Un entretien, suivi d'un compte rendu
Dans un premier temps, la cour d'appel lui donne raison et juge que le licenciement est sans cause réelle et sérieuse. L'employeur conteste en cassation cette décision. Selon lui, "constitue une sanction toute mesure, autre que les observations verbales, prise par l'employeur à la suite d'un agissement du salarié qu'il considère comme fautif, que la volonté de l'employeur d'infliger une sanction doit être claire et non équivoque, que tel n'est pas le cas du compte-rendu d'un entretien de suivi par lequel un supérieur hiérarchique indique au salarié qu'il sollicite une sanction à son encontre auprès du service compétent pour prononcer une telle mesure, en précisant qu'il ignore quelle en sera l'issue".

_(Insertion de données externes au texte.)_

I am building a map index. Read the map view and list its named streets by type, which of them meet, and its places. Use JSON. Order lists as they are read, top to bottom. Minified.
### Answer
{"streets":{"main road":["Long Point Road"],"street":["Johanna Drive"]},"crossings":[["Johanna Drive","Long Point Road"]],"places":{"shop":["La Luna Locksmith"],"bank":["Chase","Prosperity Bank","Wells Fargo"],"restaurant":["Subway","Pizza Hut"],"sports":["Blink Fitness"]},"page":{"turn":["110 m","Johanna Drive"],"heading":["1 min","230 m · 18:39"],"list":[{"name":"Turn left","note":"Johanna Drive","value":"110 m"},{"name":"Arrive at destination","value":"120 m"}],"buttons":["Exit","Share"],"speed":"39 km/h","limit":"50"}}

Le compte rendu d'entretien indiquait bien que la supérieure hiérarchique de la salariée lui avait déclaré ''je vous informe que je demande une sanction à votre égard'' et qu'à la question ''quelle est la sanction ?'', elle avait répondu ''je ne sais pas, la direction et les ressources humaines prennent seules leur décision''.
Dès lors, les juges ne pouvaient pas assimiler cet entretien à une sanction disciplinaire, soutient l'employeur.
Aucune sanction n'a été prononcée lors de cet entretien.
La Cour de cassation, dans un arrêt du 27 mai 2021, confirme cette analyse et rejette l'argumentation juridique de la cour d'appel.
Elle rappelle qu'aux termes de l'article L.1331-1 du code du travail constitue une sanction toute mesure, autre que les observations verbales, prise par l'employeur à la suite d'un agissement du salarié considéré par l'employeur comme fautif, que cette mesure soit de nature à affecter immédiatement ou non, la présence du salarié dans l'entreprise, sa fonction, sa carrière ou sa rémunération.
Or, le manager qui a tenu l'entretien avait expressément indiqué dans le compte rendu qu'il se limitait à demander une sanction, la décision relevant exclusivement de la direction et du responsable des ressources humaines.
La cour d'appel n'avait dès lors pas pu estimer que la manager exerçant des fonctions de supérieure hiérarchique à l'égard de la salariée se trouvait en capacité de lui délivrer avec l'accord de sa hiérarchie un avertissement.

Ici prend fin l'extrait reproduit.